The agreement by the US and other major governments to release supplies from strategic stockpiles fails to calm anxiety over Russia's invasion of Ukraine.

BEIJING - Oil prices surged another $7 per barrel on Wednesday after an agreement by the United States and other major governments to release supplies from strategic stockpiles failed to calm anxiety over Russia's attack on Ukraine.

Benchmark U.S. crude rose $7.94 to $111.35 per barrel in electronic trading on the New York Mercantile Exchange.

Brent crude, the international price standard, gained $7.84 to $112.87 per barrel in London.

The 31 members of the International Energy Agency, the club of major oil consumers, agreed Tuesday to release 60 million barrels of crude from stockpiles to stabilize supplies.

That failed to calm concern about disruption in supplies from Russia, the second-biggest exporter behind Saudi Arabia.

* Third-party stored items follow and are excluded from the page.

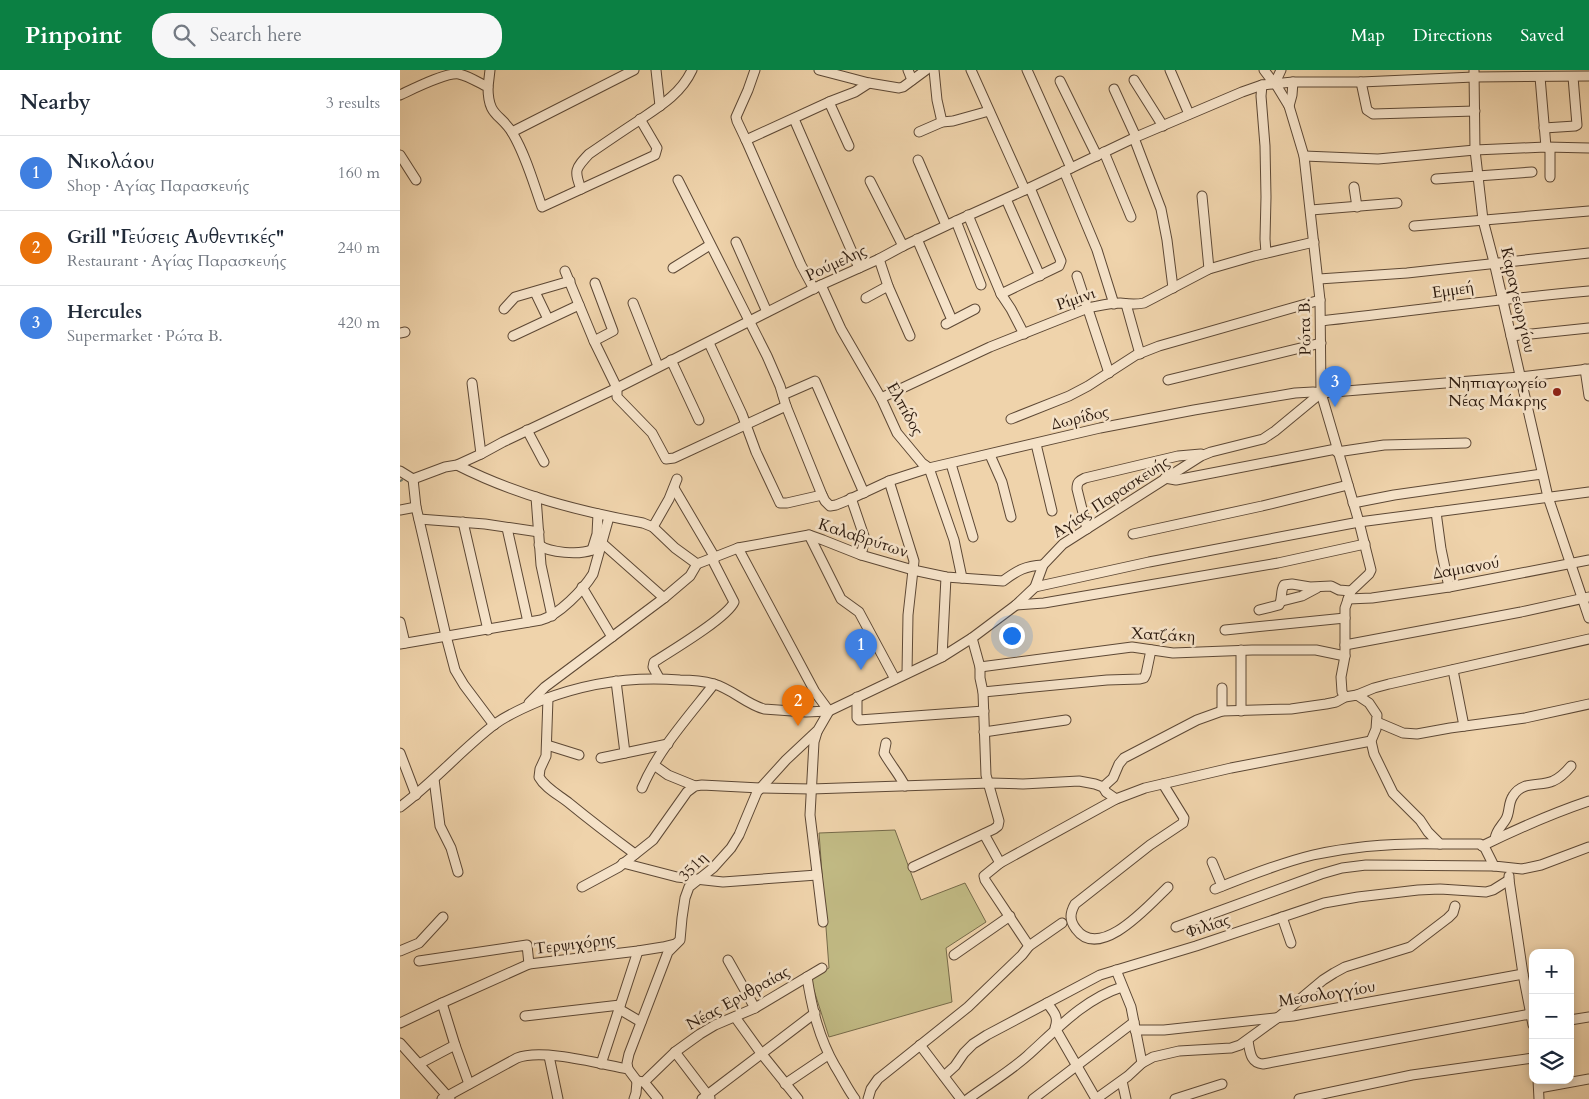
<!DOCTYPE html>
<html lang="en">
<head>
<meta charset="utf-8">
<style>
	body { margin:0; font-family:Cardo,serif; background:#f6f6f7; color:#1f2937 }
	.controls { position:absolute; right:15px; bottom:15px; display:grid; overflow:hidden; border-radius:10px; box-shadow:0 2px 8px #0003 }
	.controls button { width:45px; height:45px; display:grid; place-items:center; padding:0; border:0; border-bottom:1px solid #e0e1e3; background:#fff; color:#1f2937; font:25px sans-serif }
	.you { position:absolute; left:611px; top:565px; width:18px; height:18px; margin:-12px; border:4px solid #fff; border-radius:50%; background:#1a73e8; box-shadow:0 0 0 8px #1a73e833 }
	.badge { display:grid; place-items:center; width:32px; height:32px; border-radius:50%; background:#0b8043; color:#fff; font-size:16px; font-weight:700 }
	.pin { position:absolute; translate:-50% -41px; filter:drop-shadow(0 1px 2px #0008) }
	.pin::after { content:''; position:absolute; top:26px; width:18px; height:15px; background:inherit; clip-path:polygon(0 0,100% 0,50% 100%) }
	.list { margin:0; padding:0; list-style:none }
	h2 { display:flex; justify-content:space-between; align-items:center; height:65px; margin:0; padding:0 20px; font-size:21px }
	h2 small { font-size:16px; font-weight:400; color:#747a83 }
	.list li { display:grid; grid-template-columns:32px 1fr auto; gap:15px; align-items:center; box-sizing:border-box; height:75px; padding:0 20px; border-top:1px solid #e0e1e3 }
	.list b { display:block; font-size:19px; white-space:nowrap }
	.list p { margin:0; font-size:16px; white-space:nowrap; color:#747a83 }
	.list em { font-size:16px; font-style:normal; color:#747a83 }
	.icon { flex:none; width:28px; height:28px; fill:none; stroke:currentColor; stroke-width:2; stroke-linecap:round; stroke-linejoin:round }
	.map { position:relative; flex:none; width:1189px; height:1029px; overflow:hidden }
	header { display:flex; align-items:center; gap:30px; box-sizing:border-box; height:70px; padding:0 25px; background:#0b8043; color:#fff }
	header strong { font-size:24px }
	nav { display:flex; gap:28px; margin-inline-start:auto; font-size:18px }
	.search { width:350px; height:45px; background:#f6f6f7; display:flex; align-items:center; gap:12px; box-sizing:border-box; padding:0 18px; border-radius:20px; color:#747a83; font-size:19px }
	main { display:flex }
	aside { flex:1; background:#fff }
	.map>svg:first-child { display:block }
</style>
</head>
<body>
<header>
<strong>Pinpoint</strong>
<div class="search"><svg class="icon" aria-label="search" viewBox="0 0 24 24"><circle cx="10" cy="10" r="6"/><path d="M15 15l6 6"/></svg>Search here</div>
<nav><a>Map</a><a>Directions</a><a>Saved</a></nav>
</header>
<main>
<aside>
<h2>Nearby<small>3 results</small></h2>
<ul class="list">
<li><span class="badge" style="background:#3f7fe0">1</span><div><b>Νικολάου</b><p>Shop · Αγίας Παρασκευής</p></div><em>160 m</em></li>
<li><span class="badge" style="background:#e8710a">2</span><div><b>Grill &quot;Γεύσεις Αυθεντικές&quot;</b><p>Restaurant · Αγίας Παρασκευής</p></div><em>240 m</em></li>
<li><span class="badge" style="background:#3f7fe0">3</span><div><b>Hercules</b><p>Supermarket · Ρώτα Β.</p></div><em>420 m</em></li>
</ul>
</aside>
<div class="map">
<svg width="1189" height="1029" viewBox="0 0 1189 1029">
	<rect width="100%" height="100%" fill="#efd3ab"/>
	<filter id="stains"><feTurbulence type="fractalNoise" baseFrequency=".004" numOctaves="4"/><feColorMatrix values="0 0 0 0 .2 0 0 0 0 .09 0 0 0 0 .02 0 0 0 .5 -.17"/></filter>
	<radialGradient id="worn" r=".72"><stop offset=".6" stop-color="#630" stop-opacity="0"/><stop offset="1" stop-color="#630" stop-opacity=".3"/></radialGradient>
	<path fill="#c1ba84" stroke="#766a49" d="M495,760L521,830L565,813L586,852L546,878L552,932L429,967L410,908L429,898L419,763Z"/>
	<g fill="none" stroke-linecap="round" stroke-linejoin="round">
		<path stroke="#6e796b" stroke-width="2" d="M0,411L2,410"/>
		<g stroke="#5d4835" stroke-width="11">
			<g id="minor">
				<path d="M256,0L260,36"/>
				<path d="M355,0L348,20L336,47L337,51L346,70L401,195L414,219"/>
				<path d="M419,0L469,13L499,18L503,17L526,0"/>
				<path d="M508,0L512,10"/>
				<path d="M534,0L537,30L542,52"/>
				<path d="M571,0L625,120"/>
				<path d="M627,0L671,98"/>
				<path d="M770,0L789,44"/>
				<path d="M864,0L870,8L875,13L889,36L904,86L920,230L921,323L959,452L971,500L969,504L951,521L945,538V586L941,607L942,622L945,627"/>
				<path d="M1074,0L1075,80L1083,150L1094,192L1148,427L1189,548"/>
				<path d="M1140,7L1146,77"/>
				<path d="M734,10L763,56"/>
				<path d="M660,11L697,86"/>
				<path d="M961,12L967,40L973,44L1075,41"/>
				<path d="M875,13L881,0"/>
				<path d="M862,15L861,26L865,76L866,127L865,169L866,183"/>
				<path d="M88,17L90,0"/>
				<path d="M714,19L736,67"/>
				<path d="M0,25C13,19 46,2 59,4C69,6 79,13 88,17C88,48 101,43 113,64C126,86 133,112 142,137L255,85L257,78L240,49"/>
				<path d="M429,32L449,76"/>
				<path d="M889,36L892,25L893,12"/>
				<path d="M394,49L459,198"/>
				<path d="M1144,58L1175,56L1177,55L1173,7"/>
				<path d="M112,62L234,0"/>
				<path d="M519,62L542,52L553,51L589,41"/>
				<path d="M734,68L761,139L767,170L773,218"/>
				<path d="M346,70L429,32L455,22L469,13"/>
				<path d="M704,82L731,147"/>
				<path d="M0,85L16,110"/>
				<path d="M904,86L978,89L1075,80L1146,77L1189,78"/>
				<path d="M518,90L546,155"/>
				<path d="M664,101L697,180L714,234"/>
				<path d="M1150,107V78"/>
				<path d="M1036,109L1132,102"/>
				<path d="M278,110L367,286L380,316L386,336L422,425L425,431L430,436L436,435L446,431L489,411L529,398L700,358L794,340L895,323L913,322L921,323"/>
				<path d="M470,111L503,176"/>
				<path d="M954,117L957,137"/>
				<path d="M181,119C174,100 175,99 189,84C205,73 221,62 238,51C259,37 281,24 292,0"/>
				<path d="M802,126L809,199"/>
				<path d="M606,129L640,206"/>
				<path d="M911,140L997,133"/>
				<path d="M568,145L601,224L611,239L624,264"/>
				<path d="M556,151L581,215"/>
				<path d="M1014,156L1189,141"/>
				<path d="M517,169L552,250"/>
				<path d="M336,172L367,242"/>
				<path d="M479,189L488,216L510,266"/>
				<path d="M273,198L310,175"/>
				<path d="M165,201L194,271L217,318V327L252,363L266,389L274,388L386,336"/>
				<path d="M677,206L709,303"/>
				<path d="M919,209L1007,203L1189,183"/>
				<path d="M421,215L441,259L481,328L497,363L522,393L529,398L554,470L562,508"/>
				<path d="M135,222L148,249"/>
				<path d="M601,224L659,196L661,191L630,118"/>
				<path d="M466,228L488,216"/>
				<path d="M233,233L258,296"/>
				<path d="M726,234L740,284"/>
				<path d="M104,239L115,227L170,211"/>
				<path d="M921,251C1010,241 1099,229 1189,221"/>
				<path d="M546,254L575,239"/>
				<path d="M0,263L5,262"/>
				<path d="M113,266L179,235"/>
				<path d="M1111,266L1189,258"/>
				<path d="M194,271L213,261L195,213"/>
				<path d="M309,273L342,344L356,382L380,433H387L422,425"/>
				<path d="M271,290L299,350"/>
				<path d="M1185,299L1189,326"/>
				<path d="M768,310L921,273"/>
				<path d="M72,313L81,384"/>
				<path d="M383,325L415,311L464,423"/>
				<path d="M481,328L590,277L688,238C699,236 709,233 720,233C729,234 735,235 744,233L809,199L854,186L914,172"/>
				<path d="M611,349L669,326L688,316L736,285L759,276L920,230"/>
				<path d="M127,360L144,392"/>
				<path d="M636,374L652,441"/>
				<path d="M937,382L984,375L1066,373"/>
				<path d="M590,385L602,412L611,447"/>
				<path d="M551,394L573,467"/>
				<path d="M57,395C116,425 178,441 243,453L253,457L275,478L297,494"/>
				<path d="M0,401L13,409"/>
				<path d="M765,408L776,410L936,379"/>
				<path d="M13,409L45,397L57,395L81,384L103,372L217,318L421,215L479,189L503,176L556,151L625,120L736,67L842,22L862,15L893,12H961L1074,7L1189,6"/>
				<path d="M13,409L16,437L46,566L55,600L64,615L94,655"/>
				<path d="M489,411L514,491L508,545L507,603"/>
				<path d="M136,427L141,495L152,546"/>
				<path d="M451,428L465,469L461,485"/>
				<path d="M953,433L994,425L1142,404"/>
				<path d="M0,440L16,437"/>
				<path d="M1036,442L1041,479L1049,517"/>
				<path d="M19,449L85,454L139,462"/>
				<path d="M63,452L88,560"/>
				<path d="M253,457L269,429L277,409"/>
				<path d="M107,458L128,552"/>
				<path d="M687,459L677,419C677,412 679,411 685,408L778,386L801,384"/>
				<path d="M733,464L862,436L948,415"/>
				<path d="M409,465L441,529L459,542L495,609"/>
				<path d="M139,475C150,483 179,485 192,480C196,479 199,476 202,473L264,528"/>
				<path d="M338,478L415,622L429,641"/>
				<path d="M192,480L197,464L198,444"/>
				<path d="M297,494L338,478L409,465L423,470L461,485L513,500L546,507L603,511C618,500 625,496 643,495"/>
				<path d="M182,517L212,567"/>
				<path d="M635,517L749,492L959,452L1189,422"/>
				<path d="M948,529L972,528L1049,517L1189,490"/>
				<path d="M882,531L902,526L917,518"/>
				<path d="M616,535L644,533L673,528L878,493L965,474"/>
				<path d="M859,540L879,535C883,528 880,522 884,515L892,514L910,517L931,516L939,520L951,521"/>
				<path d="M0,552L5,573"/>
				<path d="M825,560L945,548"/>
				<path d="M0,574L141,550C159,545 183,520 193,504L209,447"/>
				<path d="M945,575L1121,542L1189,527"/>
				<path d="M841,580V641"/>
				<path d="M542,587L546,507"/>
				<path d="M580,597L732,577L773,583L852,580H916L945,586"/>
				<path d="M1053,600L1064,656"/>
				<path d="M259,608L253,597L254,592C271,581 327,548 334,532L314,493V486L274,418"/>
				<path d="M583,622L707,610L740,609L744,608L746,604L751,580"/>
				<path d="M957,625L974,618L989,614L1189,569"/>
				<path d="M457,627V648L459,650L584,641"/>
				<path d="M148,628L146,686L140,699L139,707C145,718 159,725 169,733C191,751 212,767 235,784"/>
				<path d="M129,633L145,617L264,528L290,506L297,494"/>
				<path d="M822,641V618"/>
				<path d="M977,652L1003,663L1017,664L1050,658L1125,648L1189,634"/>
				<path d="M417,662L414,672L410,745L423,852"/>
				<path d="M584,662L666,650"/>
				<path d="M486,673L484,683C490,694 499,704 505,716"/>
				<path d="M147,675L179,685"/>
				<path d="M0,683L16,725"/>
				<path d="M225,683L268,674"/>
				<path d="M201,688L225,683L216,611"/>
				<path d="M254,695L268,705L295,716"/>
				<path d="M34,709L40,756L51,778L58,802"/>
				<path d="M763,714L784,748L783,753L750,775L675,834C670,843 669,850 676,859C700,892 750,834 768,817"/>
				<path d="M703,717L713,708L719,694L724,688L797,650L822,641L891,639L926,634L936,632L945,627L957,625L969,633L977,645L976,659L971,671L974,684L993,723L1020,750L1028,762L1040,774H1080L1085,778L1094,796L1122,799L1141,795L1189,777"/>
				<path d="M242,718C258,680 289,646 314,614"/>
				<path d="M0,737C34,712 61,680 95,654C109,644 125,637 142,630C186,613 232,606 280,610C291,610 303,611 314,614C332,619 346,634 364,639L406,642L429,641L542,587L572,568L616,535L635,517L643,495L663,474L801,386L811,382L863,369L875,361L921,323L1120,307L1189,299"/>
				<path d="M584,764L600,793"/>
				<path d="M1095,769C1096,760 1102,756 1106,749C1110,742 1108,733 1113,726C1123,710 1140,717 1153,711C1160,708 1166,702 1171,696"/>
				<path d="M1082,776C1119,758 1150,744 1189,731"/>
				<path d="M812,792L822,816"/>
				<path d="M223,793L277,807L323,812L417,805"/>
				<path d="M513,797L594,759L598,756L599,751L586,705L583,622L580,608V597L572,568"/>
				<path d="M1109,806V810L1123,904L1133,955"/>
				<path d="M182,817L219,797L253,770L287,722L295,716L302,715L360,718L411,719L590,713L623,714L679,711L695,714L703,717L706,722L716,729"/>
				<path d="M815,819C847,806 880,793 913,785C954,776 998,773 1040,774"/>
				<path d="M882,847L891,873"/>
				<path d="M776,857L921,804L942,798L966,795L1094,796"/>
				<path d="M629,876L585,810L584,806L600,793L716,729L745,718L831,698L971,671"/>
				<path d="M0,881L19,873L43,847"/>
				<path d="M554,885L610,846"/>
				<path d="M328,890L355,938"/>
				<path d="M19,891L127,875L129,894"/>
				<path d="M716,900L731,937L742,993"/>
				<path d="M407,907C412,939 419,968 435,996C442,1007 447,1018 455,1029"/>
				<path d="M42,933L55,975L69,1014"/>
				<path d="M647,933C654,942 659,947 655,958L696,1029"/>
				<path d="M219,939L241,952"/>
				<path d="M125,946L220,935"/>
				<path d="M335,947L361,983L398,1029"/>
				<path d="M1170,950L1189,947"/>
				<path d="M0,953L42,933L129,894L238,881L263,877L275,874"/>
				<path d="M735,960H764L893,946L1123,904"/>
				<path d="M848,971C850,981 850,993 863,994L1130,944"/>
				<path d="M0,973L50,1029"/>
				<path d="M520,975L561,1029"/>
				<path d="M275,982L310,1028"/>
				<path d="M149,986L158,1029"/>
				<path d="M19,994L55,975"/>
				<path d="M201,994L238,881"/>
				<path d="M228,999L227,993L229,984L268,882L280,870L282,848L285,828L289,817L313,798L331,778L339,765L357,722L386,690L418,660L429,641"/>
				<path d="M544,1006L555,996L564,983L573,974L587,965L700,905L796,876L924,833L958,827L1018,820L1040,819L1086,822L1093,820L1109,810"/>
				<path d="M1138,1010L1139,1029"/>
				<path d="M722,1011L726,1029"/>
				<path d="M244,1012L258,1029"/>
				<path d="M385,1014L428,985"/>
				<path d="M1139,1018L1189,1009"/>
				<path d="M42,1029L117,988C142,978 200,994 228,999L237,1011"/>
				<path d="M234,1029L236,1023L237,1011L244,1012L275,982L300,964L315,955L355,938L422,898"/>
				<path d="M302,1029L415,943"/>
				<path d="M468,1029L471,1019L478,1009L568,937L622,885L629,876L662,853"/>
				<path d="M568,1029C587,1015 609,1002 627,986C656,960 684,929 722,917"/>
				<path d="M633,1029L734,952"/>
				<path d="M696,1029L728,1006L742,993L753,987L779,981L831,978L840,975L880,946L923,910L934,903L945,897L1010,877L1048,848L1053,843L1055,836"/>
				<path d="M775,1029L822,1014"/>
				<path d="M899,1029L1012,1005L1133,988"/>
			</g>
		</g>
		<use href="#minor" stroke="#f5e2c8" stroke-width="9"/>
	</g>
	<circle fill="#8f2418" stroke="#f5e2c8" stroke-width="2" cx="1157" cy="322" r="5"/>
	<g text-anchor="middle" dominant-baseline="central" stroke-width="5" stroke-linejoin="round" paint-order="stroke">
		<g font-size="16" fill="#2c1a0e" stroke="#f5e2c8">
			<text transform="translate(436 193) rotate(-25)">Ρούμελης</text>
			<text transform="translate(1053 220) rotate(-8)">Εμμεή</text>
			<text transform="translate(676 229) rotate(-19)">Ρίμινι</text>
			<text transform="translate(1118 230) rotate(77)">Καραγεωργίου</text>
			<text transform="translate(905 257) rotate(-91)">Ρώτα Β.</text>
			<text transform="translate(505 339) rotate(61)">Ελπίδος</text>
			<text transform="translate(680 348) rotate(-13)">Δωρίδος</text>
			<text transform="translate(711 427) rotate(-33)">Αγίας Παρασκευής</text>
			<text transform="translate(463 468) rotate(18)">Καλαβρύτων</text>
			<text transform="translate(1066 498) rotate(-10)">Δαμιανού</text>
			<text transform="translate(763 565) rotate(3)">Χατζάκη</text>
			<text transform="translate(293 797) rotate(-46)">351η</text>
			<text transform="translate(808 856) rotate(-18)">Φιλίας</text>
			<text transform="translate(175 874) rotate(-7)">Τερψιχόρης</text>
			<text transform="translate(927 924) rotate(-9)">Μεσολογγίου</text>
			<text transform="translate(338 928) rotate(-29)">Νέας Ερυθραίας</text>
		</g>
		<g font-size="16" fill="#2c1a0e" stroke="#f5e2c8" text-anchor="end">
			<text x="1147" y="313">Νηπιαγωγείο<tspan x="1147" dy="18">Νέας Μάκρης</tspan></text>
		</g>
	</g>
	<rect width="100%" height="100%" filter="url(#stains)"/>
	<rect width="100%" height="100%" fill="url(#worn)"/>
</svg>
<div class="controls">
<button>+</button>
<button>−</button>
<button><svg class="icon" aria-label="layers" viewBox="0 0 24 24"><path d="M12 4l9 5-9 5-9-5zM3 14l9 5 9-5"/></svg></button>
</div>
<div class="you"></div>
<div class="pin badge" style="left:461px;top:600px;background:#3f7fe0">1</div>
<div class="pin badge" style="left:398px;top:656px;background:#e8710a">2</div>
<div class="pin badge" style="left:935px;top:337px;background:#3f7fe0">3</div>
</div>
</main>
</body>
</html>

“Markets dismissed the notion that 60 million barrels of strategic reserves released will be consequential to the risks of Russian supply jeopardized,” Tan Boon Heng of Mizuho Bank said in a report. “Russia pumps more than that in just six days.”

IEA members hold emergency stockpiles of 1.5 billion barrels. The release amounts to 4% of stockpiles or roughly 2 million barrels per day for 30 days.

It’s only the fourth time in history that the IEA has done a coordinated drawdown since the reserves were established in the wake of the Arab oil embargo in 1974.